In the case of RSSI, the received strength of a radio signal exchanged between a pair of communication nodes is used to calculate the range between them. The strength of the transmitted signal decreases at a rate inversely proportional to the distance traveled and proportional to the wavelength of the signal. Hence, taking the wavelength into account, the distance between the pair of nodes may be calculated from the transmitted signal's attenuation at the receiving node.
In the case of Time-of-Flight measurements, the range between a pair of communication nodes is calculated by measuring the time taken for a radio signal to travel between them. It is known that radio signals travel at the speed of light, hence, an accurate measure of the time-of-flight between the pair of nodes enables an accurate calculation of the distance between them.
However, these types of range measurement are subject to error and, hence, the derived positions of the communication nodes often do not match exactly to positions on the grid or lattice arrangement on which the luminaires are arranged. There is, therefore, still some uncertainty as to which luminaire each node is associated with.
In order for the wireless lighting array to be successfully commissioned, the communication nodes must be assigned to their correct grid or lattice position, and hence luminaire, in the lighting array. If the communication nodes are assigned to a lattice position which does not correspond to their actual lattice position, the derived spatial structure of the communication network will be incorrect and, consequently, the lighting array will not function correctly.
In order to resolve such uncertainties in the positions of the communication nodes, the positions derived by trilateration may be compared with a template which defines the lattice positions of the luminaires in the lighting array. By this method, a communication node can be “snapped” to the closest luminaire to its derived position.

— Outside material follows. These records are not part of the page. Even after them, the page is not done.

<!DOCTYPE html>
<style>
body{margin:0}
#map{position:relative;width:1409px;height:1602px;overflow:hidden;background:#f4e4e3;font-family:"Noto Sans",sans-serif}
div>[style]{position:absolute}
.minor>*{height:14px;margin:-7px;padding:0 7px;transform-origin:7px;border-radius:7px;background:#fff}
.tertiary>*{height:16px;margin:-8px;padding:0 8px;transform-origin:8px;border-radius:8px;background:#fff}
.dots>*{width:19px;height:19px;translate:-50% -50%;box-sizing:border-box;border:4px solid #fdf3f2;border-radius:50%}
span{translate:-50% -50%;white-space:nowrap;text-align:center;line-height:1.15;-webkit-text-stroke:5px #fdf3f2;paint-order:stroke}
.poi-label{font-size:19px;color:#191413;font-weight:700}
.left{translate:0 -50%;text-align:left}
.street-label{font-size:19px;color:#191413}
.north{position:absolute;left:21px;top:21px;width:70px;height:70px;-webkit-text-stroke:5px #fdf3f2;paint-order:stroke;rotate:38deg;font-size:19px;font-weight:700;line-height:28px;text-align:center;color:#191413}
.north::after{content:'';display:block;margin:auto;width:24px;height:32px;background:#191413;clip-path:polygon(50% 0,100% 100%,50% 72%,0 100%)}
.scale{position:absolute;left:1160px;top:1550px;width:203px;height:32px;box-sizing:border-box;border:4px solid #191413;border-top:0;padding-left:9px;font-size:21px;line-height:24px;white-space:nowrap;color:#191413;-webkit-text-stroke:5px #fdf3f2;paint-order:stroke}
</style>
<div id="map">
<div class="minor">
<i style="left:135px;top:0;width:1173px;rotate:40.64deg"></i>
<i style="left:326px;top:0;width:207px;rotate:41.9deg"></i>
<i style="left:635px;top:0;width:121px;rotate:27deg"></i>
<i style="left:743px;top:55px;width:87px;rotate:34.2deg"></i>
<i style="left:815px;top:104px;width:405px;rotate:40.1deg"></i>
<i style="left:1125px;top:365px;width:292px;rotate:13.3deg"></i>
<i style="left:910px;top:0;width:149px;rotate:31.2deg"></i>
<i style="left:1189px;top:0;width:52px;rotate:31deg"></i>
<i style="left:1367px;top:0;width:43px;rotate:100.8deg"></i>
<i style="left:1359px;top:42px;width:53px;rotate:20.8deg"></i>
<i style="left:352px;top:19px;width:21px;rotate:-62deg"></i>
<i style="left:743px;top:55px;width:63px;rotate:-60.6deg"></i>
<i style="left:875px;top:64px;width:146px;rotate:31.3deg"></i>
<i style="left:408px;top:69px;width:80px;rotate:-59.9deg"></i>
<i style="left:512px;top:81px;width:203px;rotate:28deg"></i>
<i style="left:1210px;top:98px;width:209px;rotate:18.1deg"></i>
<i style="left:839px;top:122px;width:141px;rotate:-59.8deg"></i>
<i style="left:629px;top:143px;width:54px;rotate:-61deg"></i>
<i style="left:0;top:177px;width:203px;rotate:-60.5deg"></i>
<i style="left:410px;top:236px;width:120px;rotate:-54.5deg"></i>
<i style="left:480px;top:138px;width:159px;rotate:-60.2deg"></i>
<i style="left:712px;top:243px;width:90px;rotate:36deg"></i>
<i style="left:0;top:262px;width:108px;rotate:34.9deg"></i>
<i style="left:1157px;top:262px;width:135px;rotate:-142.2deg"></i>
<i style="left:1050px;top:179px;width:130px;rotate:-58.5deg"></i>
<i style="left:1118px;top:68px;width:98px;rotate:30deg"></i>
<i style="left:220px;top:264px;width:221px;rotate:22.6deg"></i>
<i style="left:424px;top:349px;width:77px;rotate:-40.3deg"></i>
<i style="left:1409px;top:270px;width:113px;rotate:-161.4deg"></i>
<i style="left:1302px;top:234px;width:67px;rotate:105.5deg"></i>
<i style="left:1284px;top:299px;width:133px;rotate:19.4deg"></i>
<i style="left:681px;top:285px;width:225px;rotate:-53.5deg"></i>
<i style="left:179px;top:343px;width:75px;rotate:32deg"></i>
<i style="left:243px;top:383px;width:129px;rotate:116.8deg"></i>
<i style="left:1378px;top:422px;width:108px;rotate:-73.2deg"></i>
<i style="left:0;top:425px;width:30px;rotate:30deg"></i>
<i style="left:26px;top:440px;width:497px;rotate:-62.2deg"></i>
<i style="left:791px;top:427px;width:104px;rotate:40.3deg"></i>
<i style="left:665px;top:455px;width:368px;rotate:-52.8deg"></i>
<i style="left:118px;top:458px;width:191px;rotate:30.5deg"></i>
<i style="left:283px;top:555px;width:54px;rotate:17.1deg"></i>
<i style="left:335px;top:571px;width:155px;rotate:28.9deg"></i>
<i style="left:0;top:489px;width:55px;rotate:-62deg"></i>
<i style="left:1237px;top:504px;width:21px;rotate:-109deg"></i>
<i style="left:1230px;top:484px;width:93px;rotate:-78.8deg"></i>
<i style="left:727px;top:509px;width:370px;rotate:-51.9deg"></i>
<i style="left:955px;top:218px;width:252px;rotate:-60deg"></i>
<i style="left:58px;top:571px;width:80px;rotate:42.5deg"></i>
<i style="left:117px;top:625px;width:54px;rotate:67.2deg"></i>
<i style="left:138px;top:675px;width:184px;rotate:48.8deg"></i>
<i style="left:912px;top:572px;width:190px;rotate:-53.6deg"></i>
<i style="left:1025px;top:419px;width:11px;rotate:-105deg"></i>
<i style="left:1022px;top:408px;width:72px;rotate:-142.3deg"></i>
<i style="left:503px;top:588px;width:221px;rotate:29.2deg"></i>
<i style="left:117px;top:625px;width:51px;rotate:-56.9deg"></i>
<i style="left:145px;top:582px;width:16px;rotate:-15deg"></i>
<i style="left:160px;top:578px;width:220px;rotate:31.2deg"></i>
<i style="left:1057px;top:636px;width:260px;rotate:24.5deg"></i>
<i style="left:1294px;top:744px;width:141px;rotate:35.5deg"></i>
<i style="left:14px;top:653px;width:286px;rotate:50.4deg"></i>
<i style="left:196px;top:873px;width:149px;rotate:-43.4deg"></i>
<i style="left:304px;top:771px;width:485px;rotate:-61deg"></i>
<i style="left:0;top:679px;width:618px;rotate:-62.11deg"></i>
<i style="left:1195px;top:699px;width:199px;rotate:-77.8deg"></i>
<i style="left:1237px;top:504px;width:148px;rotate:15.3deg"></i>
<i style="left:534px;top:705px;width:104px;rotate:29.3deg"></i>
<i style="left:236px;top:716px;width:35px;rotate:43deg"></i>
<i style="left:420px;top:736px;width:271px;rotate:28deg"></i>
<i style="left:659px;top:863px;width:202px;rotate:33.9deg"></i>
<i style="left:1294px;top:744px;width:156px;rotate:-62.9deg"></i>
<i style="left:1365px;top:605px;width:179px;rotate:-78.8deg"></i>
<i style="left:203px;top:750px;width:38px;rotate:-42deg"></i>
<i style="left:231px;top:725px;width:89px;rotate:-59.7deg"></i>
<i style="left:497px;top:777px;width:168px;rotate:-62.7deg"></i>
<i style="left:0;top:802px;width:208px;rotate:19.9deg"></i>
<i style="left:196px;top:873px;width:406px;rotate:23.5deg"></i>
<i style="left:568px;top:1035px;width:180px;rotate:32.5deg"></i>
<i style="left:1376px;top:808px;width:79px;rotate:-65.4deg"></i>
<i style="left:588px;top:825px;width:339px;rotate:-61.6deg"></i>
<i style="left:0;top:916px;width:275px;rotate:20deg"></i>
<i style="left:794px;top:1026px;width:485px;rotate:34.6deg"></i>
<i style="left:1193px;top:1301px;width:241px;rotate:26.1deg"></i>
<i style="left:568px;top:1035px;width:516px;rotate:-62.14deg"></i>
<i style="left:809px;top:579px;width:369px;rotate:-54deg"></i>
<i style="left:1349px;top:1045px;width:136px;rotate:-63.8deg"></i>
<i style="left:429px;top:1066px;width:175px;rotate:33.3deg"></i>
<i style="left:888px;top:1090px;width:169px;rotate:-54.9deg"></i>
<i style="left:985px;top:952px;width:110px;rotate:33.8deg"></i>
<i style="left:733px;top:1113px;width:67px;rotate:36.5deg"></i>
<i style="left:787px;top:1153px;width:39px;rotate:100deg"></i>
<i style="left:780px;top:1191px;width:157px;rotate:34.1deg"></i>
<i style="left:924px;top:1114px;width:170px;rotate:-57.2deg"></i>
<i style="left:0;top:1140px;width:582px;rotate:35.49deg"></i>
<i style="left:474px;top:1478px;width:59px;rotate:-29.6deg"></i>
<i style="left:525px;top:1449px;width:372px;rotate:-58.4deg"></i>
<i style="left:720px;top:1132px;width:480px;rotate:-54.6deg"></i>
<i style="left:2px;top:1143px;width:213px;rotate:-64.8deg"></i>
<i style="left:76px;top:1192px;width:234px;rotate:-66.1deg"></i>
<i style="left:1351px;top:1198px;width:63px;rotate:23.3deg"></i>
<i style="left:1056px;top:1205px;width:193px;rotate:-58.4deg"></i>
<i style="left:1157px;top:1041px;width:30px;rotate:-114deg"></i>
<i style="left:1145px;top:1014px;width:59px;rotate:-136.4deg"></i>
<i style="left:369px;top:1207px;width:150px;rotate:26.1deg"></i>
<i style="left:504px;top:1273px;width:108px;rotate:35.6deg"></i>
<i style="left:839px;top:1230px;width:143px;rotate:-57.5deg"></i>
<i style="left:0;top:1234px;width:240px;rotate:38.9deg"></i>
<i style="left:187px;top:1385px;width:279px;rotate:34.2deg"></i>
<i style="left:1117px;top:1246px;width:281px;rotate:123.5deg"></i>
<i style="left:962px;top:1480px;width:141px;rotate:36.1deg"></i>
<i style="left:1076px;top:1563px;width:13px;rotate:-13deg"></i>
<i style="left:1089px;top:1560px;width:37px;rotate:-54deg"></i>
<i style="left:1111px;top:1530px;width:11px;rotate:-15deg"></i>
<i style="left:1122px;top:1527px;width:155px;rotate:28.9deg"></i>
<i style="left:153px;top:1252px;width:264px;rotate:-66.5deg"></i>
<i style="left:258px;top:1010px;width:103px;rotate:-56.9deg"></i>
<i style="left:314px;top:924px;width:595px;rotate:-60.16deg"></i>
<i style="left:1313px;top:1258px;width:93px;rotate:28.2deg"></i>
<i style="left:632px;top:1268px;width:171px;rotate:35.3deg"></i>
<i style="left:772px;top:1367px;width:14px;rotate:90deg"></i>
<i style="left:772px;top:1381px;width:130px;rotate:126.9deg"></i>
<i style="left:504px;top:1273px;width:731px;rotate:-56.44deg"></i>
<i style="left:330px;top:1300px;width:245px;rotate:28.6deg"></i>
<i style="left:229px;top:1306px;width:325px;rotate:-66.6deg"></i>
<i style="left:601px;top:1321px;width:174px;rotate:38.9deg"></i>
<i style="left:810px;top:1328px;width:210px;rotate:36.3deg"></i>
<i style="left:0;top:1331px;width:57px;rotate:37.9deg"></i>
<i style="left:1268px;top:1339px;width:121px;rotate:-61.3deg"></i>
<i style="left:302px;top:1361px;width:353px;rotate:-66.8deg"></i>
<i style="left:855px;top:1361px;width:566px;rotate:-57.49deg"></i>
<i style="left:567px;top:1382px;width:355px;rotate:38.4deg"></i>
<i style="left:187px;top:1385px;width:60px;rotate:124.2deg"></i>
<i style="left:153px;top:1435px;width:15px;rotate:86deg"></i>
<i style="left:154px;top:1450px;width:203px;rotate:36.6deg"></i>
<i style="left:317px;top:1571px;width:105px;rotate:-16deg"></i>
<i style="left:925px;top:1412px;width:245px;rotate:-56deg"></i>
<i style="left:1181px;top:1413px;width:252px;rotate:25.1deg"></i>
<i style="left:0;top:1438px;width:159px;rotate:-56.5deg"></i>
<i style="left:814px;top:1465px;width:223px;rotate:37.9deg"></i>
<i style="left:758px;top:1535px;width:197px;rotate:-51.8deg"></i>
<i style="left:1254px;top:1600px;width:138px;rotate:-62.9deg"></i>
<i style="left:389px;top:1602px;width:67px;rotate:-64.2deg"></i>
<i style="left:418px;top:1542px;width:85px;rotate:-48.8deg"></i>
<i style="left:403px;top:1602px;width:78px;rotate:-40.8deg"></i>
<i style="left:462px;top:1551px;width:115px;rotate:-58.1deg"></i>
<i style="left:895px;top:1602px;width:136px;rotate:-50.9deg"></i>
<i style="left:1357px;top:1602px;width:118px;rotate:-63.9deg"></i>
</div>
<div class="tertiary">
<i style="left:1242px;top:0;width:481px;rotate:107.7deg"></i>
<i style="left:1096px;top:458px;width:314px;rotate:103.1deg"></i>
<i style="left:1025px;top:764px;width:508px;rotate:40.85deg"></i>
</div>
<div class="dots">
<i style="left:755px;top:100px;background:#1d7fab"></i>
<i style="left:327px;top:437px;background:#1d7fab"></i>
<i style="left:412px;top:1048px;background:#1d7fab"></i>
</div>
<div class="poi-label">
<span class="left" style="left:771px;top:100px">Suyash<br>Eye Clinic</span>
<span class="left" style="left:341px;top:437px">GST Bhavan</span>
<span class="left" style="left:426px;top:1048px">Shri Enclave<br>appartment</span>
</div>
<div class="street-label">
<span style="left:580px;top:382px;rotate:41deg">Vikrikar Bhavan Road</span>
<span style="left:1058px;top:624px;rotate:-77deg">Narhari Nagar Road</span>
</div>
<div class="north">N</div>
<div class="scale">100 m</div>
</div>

Its new position can then be used as a reference point in the trilateration of further communication nodes. In this way, errors in the positions derived by the trilateration process are not accumulated.
However, there is a risk, with the above method, that individual communication nodes will be snapped to the wrong position, i.e. a position which does not correspond to their actual position. In this case, the use of that position to establish the positions of further communication nodes results in the accumulation of large errors. Such errors may become sufficiently large that they prevent the overall topology of the lighting array from being established.